____ EXTRACTED INFORMATION

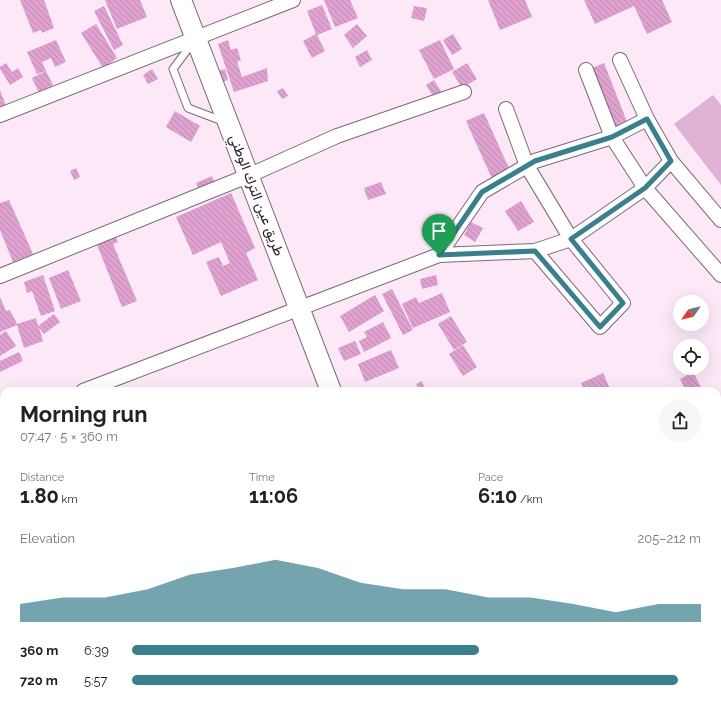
<!DOCTYPE html>
<html lang="en">
<head>
<meta charset="utf-8">
<style>
	:root { --surface:#fff; --page:#f6f6f6; --text:#222; --muted:#767676; --accent:#3a7f8c }
	body { margin:0; font-family:Raleway,Vazirmatn,sans-serif; background:var(--page); color:var(--text); height:100vh; display:flex; flex-direction:column; font-size:15px; white-space:nowrap }
	* { box-sizing:border-box; margin:0 }
	p { font-size:13px; color:var(--muted) }
	.icon { flex:none; width:22px; height:22px; fill:none; stroke:currentColor; stroke-width:2; stroke-linecap:round; stroke-linejoin:round }
	.map { position:relative; flex:1; overflow:hidden }
	.panel { position:absolute; left:0px; top:387px; width:721px; height:316px; display:flex; flex-direction:column; background:var(--surface); border-radius:12px 12px 0 0; box-shadow:0 4px 16px #0002 }
	.panel>* { flex:none }
	.needle { width:26px; rotate:236deg }
	.controls { position:absolute; left:673px; top:295px; display:grid; gap:8px }
	.controls a { display:grid; place-items:center; width:36px; height:36px; border-radius:50%; background:var(--surface); box-shadow:0 4px 16px #0002; font-size:20px }
	.pin { position:absolute; display:grid; place-items:center; width:34px; height:34px; color:#fff; margin:-41px -17px; border-radius:50% 50% 50% 0; rotate:-45deg; box-shadow:0 0 4px #0007 }
	.pin .icon { rotate:45deg }
	.round { display:grid; place-items:center; flex:none; width:42px; height:42px; border-radius:21px; background:var(--page) }
	.summary { display:flex; align-items:center; justify-content:space-between; height:68px; padding:0 20px }
	h1 { font-size:22px; font-weight:700; line-height:30px }
	.metrics { display:grid; grid-template-columns:repeat(3,1fr); gap:6px; height:68px; padding:4px 20px }
	.metrics div { display:grid; align-content:center }
	.metrics b { font-size:20px; font-weight:700 }
	.metrics small { font-size:11px; font-weight:400 }
	.metrics p { font-size:11px }
	.chart { height:112px; padding:8px 20px }
	.chart p { display:flex; justify-content:space-between }
	.chart svg { width:100%; height:72px; margin-top:4px; fill:var(--accent); opacity:.7 }
	ul { padding:0 20px; list-style:none; font-size:13px }
	li { display:grid; grid-template-columns:64px 48px 1fr; align-items:center; height:30px }
	li i { height:10px; border-radius:5px; background:var(--accent) }
	.map>svg:first-child { display:block }
	.pitch { fill:#dfb1d4 }
	.building { fill:url(#building-back-hatch) }
	.lines { fill:none; stroke-linecap:round; stroke-linejoin:round }
	.service-casing { stroke:#7c6a77; stroke-width:9 }
	.minor-casing { stroke:#7c6a77; stroke-width:16 }
	.secondary-casing { stroke:#7c6a77; stroke-width:22 }
	.service { stroke:#fff; stroke-width:7 }
	.minor { stroke:#fff; stroke-width:14 }
	.secondary { stroke:#fff; stroke-width:20 }
	.route-casing { stroke:#fff; stroke-width:8 }
	.route { stroke:#3a7f8c; stroke-width:5 }
	.labels { text-anchor:middle; stroke-width:3.5; stroke-linejoin:round; paint-order:stroke }
	.street-label { font-size:14px; fill:#272025; stroke:#fffbfe }
</style>
</head>
<body>
<div class="map">
<svg width="721" height="703" viewBox="0 0 721 703">
	<defs>
		<pattern id="building-back-hatch" width="6" height="6" patternUnits="userSpaceOnUse"><rect width="6" height="6" fill="#dea1d0"/><path d="M-1 5l2 2M0 0l6 6M5-1l2 2" fill="none" stroke="#be8ab2"/></pattern>
	</defs>
	<rect width="100%" height="100%" fill="#fce8f7"/>
	<!-- pitch -->
	<path class="pitch" d="M713 95 721 105V185L674 124Z"/>
	<!-- building -->
	<path class="building" d="M20 0H44L54 28 42 33 41 30 33 33Z
		M105 0H140L147 17 117 29Z
		M324 0H350L358 18 335 27Z
		M488 0H525L532 17 500 30Z
		M584 0H662L672 22 647 34 634 6 595 24Z
		M322 5 332 29 317 35 325 51 312 58 303 41 316 34 307 11Z
		M104 6 123 45 114 50 94 11Z
		M414 6 427 8 424 21 411 18Z
		M96 24 117 58 103 68 81 33Z
		M357 24 367 36 353 48 344 35Z
		M453 34 462 49 452 55 443 40Z
		M56 40 66 62 55 67 51 58 42 62 46 71 37 74 27 52Z
		M228 40 231 50 237 48 241 60 237 62 242 77 267 68 268 81 234 92 218 44Z
		M440 40 454 69 434 79 419 50Z
		M367 50 372 60 360 67 355 57Z
		M6 63 12 72 18 68 23 77 10 85 0 69V67Z
		M467 63 477 79 462 88 452 72Z
		M604 63 631 132 612 139 585 71Z
		M152 69 158 79 148 84 143 75Z
		M225 69 228 80 219 83 216 72Z
		M46 71 53 85 39 93 32 78Z
		M434 80 442 93 434 98 426 85Z
		M283 88 288 96 282 99 277 91Z
		M0 90 6 106 0 108Z
		M175 111 200 126 191 142 166 127Z
		M484 113 512 175 494 183 466 121Z
		M76 168 80 177 74 180 70 171Z
		M212 176 217 187 201 194 196 183Z
		M381 182 386 194 368 200 364 188Z
		M231 193 255 248 246 253 258 280 221 296 206 262 219 257 223 266 230 263 221 242 193 255 176 217Z
		M9 200 33 254 13 262 0 230V203Z
		M521 201 534 222 518 231 505 211Z
		M471 222 483 228 475 242 464 235Z
		M116 237 118 242 113 244 137 301 122 307 97 245Z
		M68 270 81 301 61 309 49 278Z
		M43 275 55 311 41 316 32 291 27 293 24 282Z
		M436 275 438 285 422 289 420 279Z
		M392 289 413 330 403 335 382 294Z
		M442 293 450 312 413 328 402 304 416 297 419 303Z
		M375 295 384 311 349 332 340 316Z
		M0 297 6 311 10 310 17 324 36 318 38 326 54 314 60 322 44 334 39 327 43 341 24 348 17 325 0 332Z
		M451 316 467 342 454 350 438 324Z
		M383 322 391 338 364 352 359 341 367 337 364 332Z
		M6 331 16 346 0 356V335Z
		M355 341 361 354 344 361 338 348Z
		M463 345 477 367 463 376 449 354Z
		M391 350 399 368 365 382 358 364Z
		M19 352 23 361 0 372V361Z
		M693 372 703 391H686L680 379Z
		M603 373 610 389 615 387 617 391H585L581 383Z
		M422 381 426 391H419L416 384Z
		M4 616V662L0 664V618Z
		M4 667V680L0 679V671Z
		M717 686H721V703H704L705 699H717Z
		M148 699H152L153 703H139Z
		M174 699H181L182 703H170L169 701Z
		M209 699H243L245 703H200Z
		M365 699H389L391 702 397 699H423L425 703H366Z
		M594 699H609V703H594Z"/>
	<g class="lines">
		<defs>
			<path id="service" d="M194 41 173 69 188 108 225 122
				M469 699 474 703"/>
			<path id="minor" d="M620 60 647 119 671 161 721 220
				M586 70 612 137 645 188 721 275
				M506 109 527 166 571 239 623 303 600 327 535 251
				M0 115 293 0
				M439 255 482 192 535 161 612 137 647 119
				M0 276 250 175 337 136 464 92
				M83 391 439 255 535 251 571 239 645 188 671 161
				M0 423 4 421
				M0 433 4 443
				M0 581 4 579
				M717 665H721
				M0 685 4 695
				M264 699 266 703
				M110 703 120 699"/>
			<path id="secondary" d="M181 0 331 391
				M451 699 453 703"/>
		</defs>
		<!-- service casing -->
		<use href="#service" class="service-casing"/>
		<!-- minor casing -->
		<use href="#minor" class="minor-casing"/>
		<!-- secondary casing -->
		<use href="#secondary" class="secondary-casing"/>
		<!-- service -->
		<use href="#service" class="service"/>
		<!-- minor -->
		<use href="#minor" class="minor"/>
		<!-- secondary -->
		<use href="#secondary" class="secondary"/>
	</g>
	<g class="lines">
		<defs>
			<path id="route" d="M647 119 671 161 645 188 571 239 623 303 600 327 535 251 439 255 482 192 535 161 612 137Z"/>
		</defs>
		<!-- route casing -->
		<use href="#route" class="route-casing"/>
		<!-- route -->
		<use href="#route" class="route"/>
	</g>
	<g class="labels">
		<!-- street labels -->
		<g class="street-label">
			<text transform="translate(257 195) rotate(69)" y="5">طريق عين الترك الوطني</text>
		</g>
	</g>
</svg>
<div class="controls">
<a><svg class="needle" viewBox="-14 -14 28 28"><path d="M0-13l5 13h-10z" fill="#e53935"/><path d="M0 13l5-13h-10z" fill="#767676"/></svg></a>
<a><svg class="icon" aria-label="locate" viewBox="0 0 24 24"><circle cx="12" cy="12" r="6"/><path d="M12 2v4M12 18v4M2 12h4M18 12h4"/></svg></a>
</div>
<div class="pin" style="left:439px;top:255px;background:#1e9e55"><svg class="icon" aria-label="arrive" viewBox="0 0 24 24"><path d="M6 21V4h12l-3 4 3 4H6"/></svg></div>
<section class="panel">
<div class="summary"><div><h1>Morning run</h1><p>07:47 · 5 × 360 m</p></div><a class="round"><svg class="icon" aria-label="share" viewBox="0 0 24 24"><path d="M12 15V3M7 8l5-5 5 5M5 13v7h14v-7"/></svg></a></div>
<div class="metrics">
<div><p>Distance</p><b>1.80<small> km</small></b></div>
<div><p>Time</p><b>11:06</b></div>
<div><p>Pace</p><b>6:10<small> /km</small></b></div>
</div>
<div class="chart"><p><span>Elevation</span>205–212 m</p>
<svg viewBox="0 0 160 44" preserveAspectRatio="none"><path d="M0 44V33L10 29L20 29L30 24L40 15L50 11L60 6L70 11L80 20L90 24L100 24L110 29L120 29L130 33L140 38L150 33L160 33V44z"/></svg>
</div>
<ul>
<li><b>360 m</b>6:39<i style="width:61%"></i></li>
<li><b>720 m</b>5:57<i style="width:96%"></i></li>
</ul>
</section>
</div>
</body>
</html>
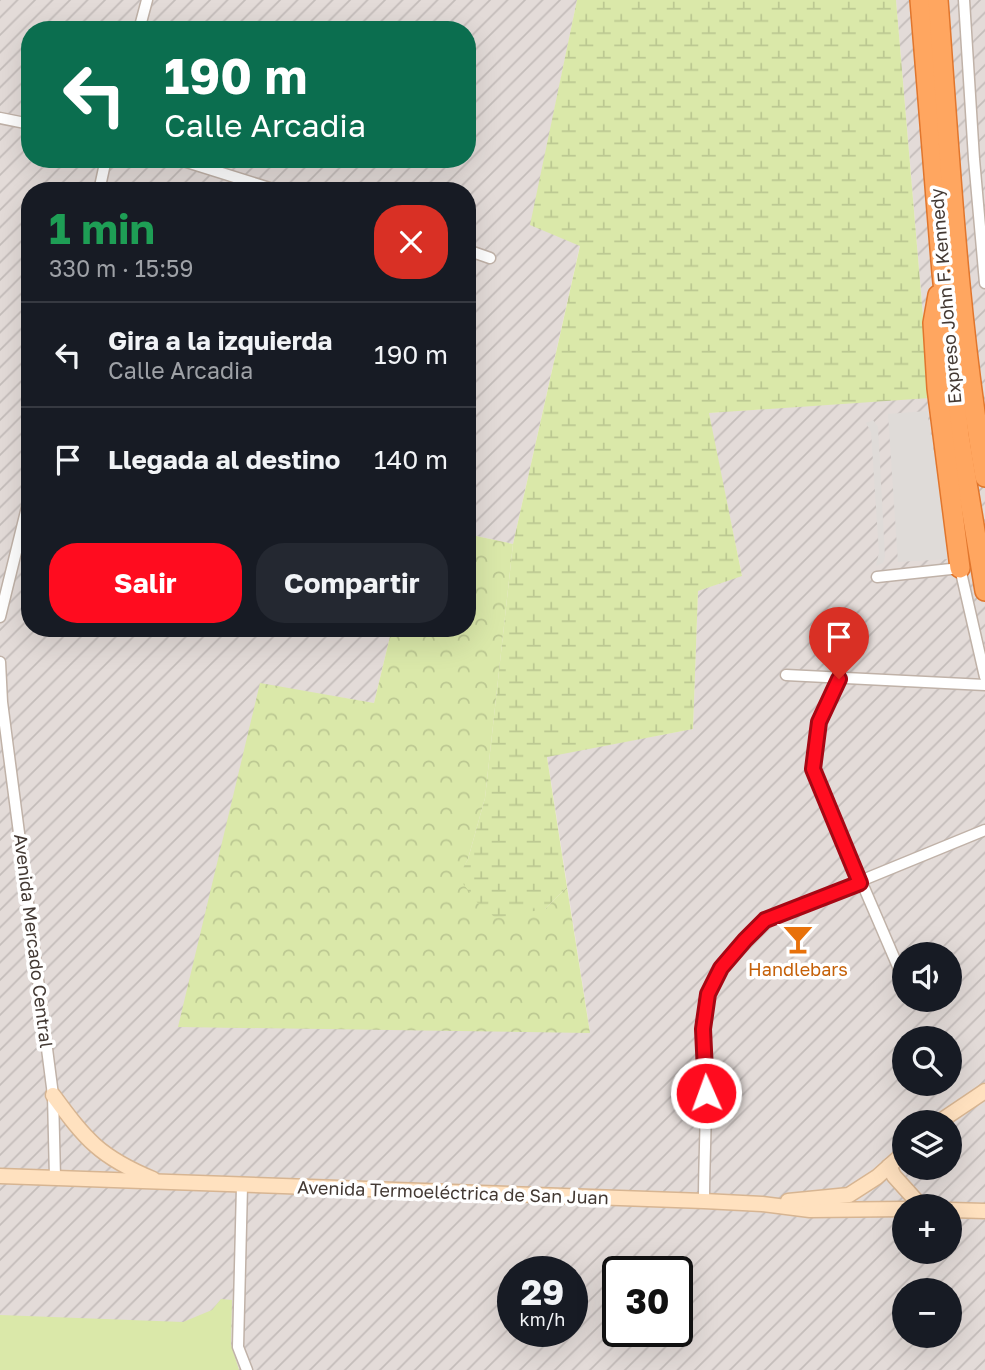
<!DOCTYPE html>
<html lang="es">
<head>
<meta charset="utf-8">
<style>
  :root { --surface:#171b24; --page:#242831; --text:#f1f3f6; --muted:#9ea1a6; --line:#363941; --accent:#ff0c1f }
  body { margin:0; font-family:"Golos Text",sans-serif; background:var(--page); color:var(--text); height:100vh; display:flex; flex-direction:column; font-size:26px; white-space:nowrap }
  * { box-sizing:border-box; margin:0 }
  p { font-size:23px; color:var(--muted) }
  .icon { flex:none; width:38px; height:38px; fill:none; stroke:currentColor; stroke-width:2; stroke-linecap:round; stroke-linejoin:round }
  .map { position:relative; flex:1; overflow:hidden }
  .panel { position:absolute; left:21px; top:182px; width:455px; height:455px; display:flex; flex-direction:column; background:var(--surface); border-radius:28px; box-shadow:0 7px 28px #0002 }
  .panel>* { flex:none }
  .hud { position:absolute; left:21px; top:21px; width:455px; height:147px; border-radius:28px; box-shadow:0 7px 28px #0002; background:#0b6e4f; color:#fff; overflow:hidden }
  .tools { position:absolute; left:892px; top:942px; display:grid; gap:14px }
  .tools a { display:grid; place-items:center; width:70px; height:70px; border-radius:50%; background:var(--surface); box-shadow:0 7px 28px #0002; font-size:35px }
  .speed { position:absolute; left:497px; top:1256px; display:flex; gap:14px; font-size:35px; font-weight:700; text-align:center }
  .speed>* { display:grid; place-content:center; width:91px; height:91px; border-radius:50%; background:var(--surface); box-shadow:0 7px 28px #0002; line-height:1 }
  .speed small { font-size:18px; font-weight:400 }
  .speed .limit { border:4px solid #111; border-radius:10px; background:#fff; color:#111 }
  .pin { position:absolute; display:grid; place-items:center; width:60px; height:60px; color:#fff; margin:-72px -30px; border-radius:50% 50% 50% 0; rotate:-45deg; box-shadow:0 0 7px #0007 }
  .pin .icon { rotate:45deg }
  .me { position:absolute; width:77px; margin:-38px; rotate:358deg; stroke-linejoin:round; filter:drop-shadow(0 0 5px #0008) }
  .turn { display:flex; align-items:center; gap:24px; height:147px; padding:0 28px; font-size:32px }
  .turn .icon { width:91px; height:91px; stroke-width:2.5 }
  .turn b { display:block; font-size:49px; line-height:60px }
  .round { display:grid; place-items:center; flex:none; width:74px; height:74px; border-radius:28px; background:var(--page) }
  .overview { display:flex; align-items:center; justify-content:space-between; height:119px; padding:0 28px }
  h1 { font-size:42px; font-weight:700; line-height:52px; color:#1e9e55 }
  .cta { display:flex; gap:14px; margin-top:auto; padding:14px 28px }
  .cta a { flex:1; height:80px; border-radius:28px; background:var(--accent); color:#fff; font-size:28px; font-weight:700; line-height:80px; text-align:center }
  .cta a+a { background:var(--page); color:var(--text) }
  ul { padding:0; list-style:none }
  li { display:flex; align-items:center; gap:21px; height:105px; padding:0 28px; border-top:2px solid var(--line) }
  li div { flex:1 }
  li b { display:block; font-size:26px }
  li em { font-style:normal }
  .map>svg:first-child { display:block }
  .industrial { fill:url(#industrial-furrows); fill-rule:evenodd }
  .green { fill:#dae8a9 }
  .forest { fill:url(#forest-crowns) }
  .wetland { fill:url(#wetland-marsh) }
  .parking { fill:#dfdbd8 }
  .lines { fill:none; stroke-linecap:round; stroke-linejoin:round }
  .street-casing { stroke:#c0b2a8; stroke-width:13 }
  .secondary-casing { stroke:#d7b592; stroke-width:17 }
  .highway-casing { stroke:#e1762d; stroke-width:22 }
  .street { stroke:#fff; stroke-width:10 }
  .secondary { stroke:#ffe1bf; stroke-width:14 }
  .highway { stroke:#ffa660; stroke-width:19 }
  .route-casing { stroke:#a60814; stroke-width:18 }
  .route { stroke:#ff0c1f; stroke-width:12 }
  .labels { text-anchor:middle; stroke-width:7; stroke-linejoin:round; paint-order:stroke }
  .street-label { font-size:18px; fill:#433933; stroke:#fff }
  .food-label { font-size:18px; fill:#c56008; stroke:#fff }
</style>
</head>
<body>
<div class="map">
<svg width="985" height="1370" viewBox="0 0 985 1370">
  <defs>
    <pattern id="industrial-furrows" width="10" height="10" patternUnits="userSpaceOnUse" patternTransform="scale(1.75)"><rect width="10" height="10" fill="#e3dbd8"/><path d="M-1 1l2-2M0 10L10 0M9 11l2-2" fill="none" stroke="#c4bdba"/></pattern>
    <pattern id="forest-crowns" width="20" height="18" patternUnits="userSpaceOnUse" patternTransform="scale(1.75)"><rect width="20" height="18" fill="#dae8a9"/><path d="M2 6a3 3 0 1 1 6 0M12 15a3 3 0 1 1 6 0" fill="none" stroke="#bcc892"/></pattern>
    <pattern id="wetland-marsh" width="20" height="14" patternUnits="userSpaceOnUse" patternTransform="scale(1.75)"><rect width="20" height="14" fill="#dae8a9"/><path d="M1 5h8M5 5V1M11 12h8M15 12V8" fill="none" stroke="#bcc892"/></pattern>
  </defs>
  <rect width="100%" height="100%" fill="#f2e9e2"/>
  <path class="industrial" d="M 0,0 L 577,0 L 531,224 L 580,245 L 513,544 L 467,534 L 467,191 L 30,191 L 30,628 L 392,628 L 374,703 L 260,684 L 590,1032 L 547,756 L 693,729 L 698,591 L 742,575 L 708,413 L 930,397 L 896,0 L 985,0 L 985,1370 L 0,1370 ZM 30,30 L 467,30 L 467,159 L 30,159 ZM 905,954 L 950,954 L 950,999 L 905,999 ZM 905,1038 L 950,1038 L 950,1083 L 905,1083 ZM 905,1122 L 950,1122 L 950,1167 L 905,1167 ZM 905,1206 L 950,1206 L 950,1251 L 905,1251 ZM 513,1272 L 572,1272 L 572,1332 L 513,1332 ZM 618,1272 L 677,1272 L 677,1332 L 618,1332 ZM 905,1290 L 950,1290 L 950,1335 L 905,1335 Z"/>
  <path class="green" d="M 221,1299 L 232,1300 L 231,1344 L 239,1370 L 0,1370 L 0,1315 L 183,1322 L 212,1310 Z"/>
  <path class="forest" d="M 467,534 L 513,544 L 485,798 L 468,859 L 459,877 L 545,909 L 567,887 L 590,1033 L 178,1027 L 260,683 L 374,703 L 392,628 L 467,628 Z"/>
  <path class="wetland" d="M 577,0 L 896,0 L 930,398 L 709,413 L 742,576 L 698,591 L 693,729 L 547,757 L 567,887 L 545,909 L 496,918 L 480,906 L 458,877 L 468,859 L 485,798 L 513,544 L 580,246 L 530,225 Z"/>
  <g class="parking">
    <path d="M 927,411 L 951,555 L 949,559 L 898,562 L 888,414 Z"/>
    <path d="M 873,420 L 878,427 L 885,557 L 883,563 L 876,566 L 879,552 L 871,432 L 866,423 Z"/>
  </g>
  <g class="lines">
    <g class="street-casing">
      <g id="street">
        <path d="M 964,0 L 974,159 L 985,283"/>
        <path d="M 139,30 L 147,0"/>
        <path d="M 0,118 L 30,124"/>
        <path d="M 177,159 L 279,191"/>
        <path d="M 99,191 L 106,159"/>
        <path d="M 467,250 L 490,258"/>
        <path d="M 877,577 L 960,568 L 985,677"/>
        <path d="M 0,617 L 30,495"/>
        <path d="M 0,662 L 2,702 L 53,1095 L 55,1178"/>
        <path d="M 786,675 L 985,685"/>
        <path d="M 839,679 L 819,722 L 813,769 L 905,983"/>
        <path d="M 242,1186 L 238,1347 L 247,1370"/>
        <path d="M 704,1201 C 704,1165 706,1129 706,1093 C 706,1061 697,1023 709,992 C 721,963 743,941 765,920 L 985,830"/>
      </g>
    </g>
    <g class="secondary-casing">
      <g id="secondary">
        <path d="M 53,1095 C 86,1140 100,1157 153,1179"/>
        <path d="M 939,1122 L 985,1091"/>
        <path d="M 889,1166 L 894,1176 L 921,1206"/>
        <path d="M 0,1176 L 704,1201 L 762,1204 L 810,1210 L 905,1209"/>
        <path d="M 788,1201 L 849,1195 L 877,1177 L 905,1152"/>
        <path d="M 950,1210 L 985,1211"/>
      </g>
    </g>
    <g class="highway-casing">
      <g id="highway">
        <path d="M 920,0 L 942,273 L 959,435 L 985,591"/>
        <path d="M 938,0 C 950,159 958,320 985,477"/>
        <path d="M 938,295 L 933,323 L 937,388 L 960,568"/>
      </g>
    </g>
    <use href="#street" class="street"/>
    <use href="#secondary" class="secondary"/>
    <use href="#highway" class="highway"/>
  </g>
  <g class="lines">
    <g class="route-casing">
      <path id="route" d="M 706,1093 L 703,1029 L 708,994 L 721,968 L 745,940 L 765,920 L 860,883 L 813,769 L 819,722 L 839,679"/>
    </g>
    <use href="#route" class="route"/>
  </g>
  <defs>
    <g id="bar-bare" transform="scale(2.415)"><path d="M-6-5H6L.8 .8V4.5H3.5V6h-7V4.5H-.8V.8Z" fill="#e8710a" stroke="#fff" stroke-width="2.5" paint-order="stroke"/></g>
  </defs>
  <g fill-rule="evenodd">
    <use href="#bar-bare" x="798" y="939"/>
  </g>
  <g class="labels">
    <g class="street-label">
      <text transform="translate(946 296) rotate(-95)" y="6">Expreso John F. Kennedy</text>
      <text transform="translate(33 941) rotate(83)" y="6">Avenida Mercado Central</text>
      <text transform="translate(453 1193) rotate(2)" y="6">Avenida Termoeléctrica de San Juan</text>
    </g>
    <g class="food-label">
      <text x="798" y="976">Handlebars</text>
    </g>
  </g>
</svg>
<div class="tools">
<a><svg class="icon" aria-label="sound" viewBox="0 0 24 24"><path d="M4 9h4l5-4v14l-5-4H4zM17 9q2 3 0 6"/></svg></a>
<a><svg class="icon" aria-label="search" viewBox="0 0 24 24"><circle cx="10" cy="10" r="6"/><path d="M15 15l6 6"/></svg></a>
<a><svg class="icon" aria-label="layers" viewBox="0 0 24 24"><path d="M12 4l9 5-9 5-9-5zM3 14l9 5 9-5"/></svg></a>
<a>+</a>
<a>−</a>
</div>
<div class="speed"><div>29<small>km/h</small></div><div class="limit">30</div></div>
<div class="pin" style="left:839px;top:679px;background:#d93025"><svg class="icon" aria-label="arrive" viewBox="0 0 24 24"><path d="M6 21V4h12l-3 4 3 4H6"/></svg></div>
<svg class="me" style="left:706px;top:1093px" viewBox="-20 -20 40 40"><circle r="17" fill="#ff0c1f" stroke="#fff" stroke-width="3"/><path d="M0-11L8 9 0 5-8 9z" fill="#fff"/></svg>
<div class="hud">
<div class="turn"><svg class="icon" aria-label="left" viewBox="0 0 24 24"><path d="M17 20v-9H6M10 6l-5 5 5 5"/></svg><div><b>190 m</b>Calle Arcadia</div></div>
</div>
<section class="panel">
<div class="overview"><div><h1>1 min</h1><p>330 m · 15:59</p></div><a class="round" style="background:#d93025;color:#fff"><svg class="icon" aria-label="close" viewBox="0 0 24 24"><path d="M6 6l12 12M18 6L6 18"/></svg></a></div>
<ul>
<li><svg class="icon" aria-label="left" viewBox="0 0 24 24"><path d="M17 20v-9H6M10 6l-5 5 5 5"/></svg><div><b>Gira a la izquierda</b><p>Calle Arcadia</p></div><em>190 m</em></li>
<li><svg class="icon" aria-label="arrive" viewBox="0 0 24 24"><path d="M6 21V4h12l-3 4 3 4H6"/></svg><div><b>Llegada al destino</b></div><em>140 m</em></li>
</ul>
<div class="cta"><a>Salir</a><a>Compartir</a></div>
</section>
</div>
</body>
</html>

________

→ **TASK DESCRIPTION**
Search the records for the string "limit", and copy every line that holds it.

→ **PROBLEM SOLUTION**
  .speed .limit { border:4px solid #111; border-radius:10px; background:#fff; color:#111 }
<div class="speed"><div>29<small>km/h</small></div><div class="limit">30</div></div>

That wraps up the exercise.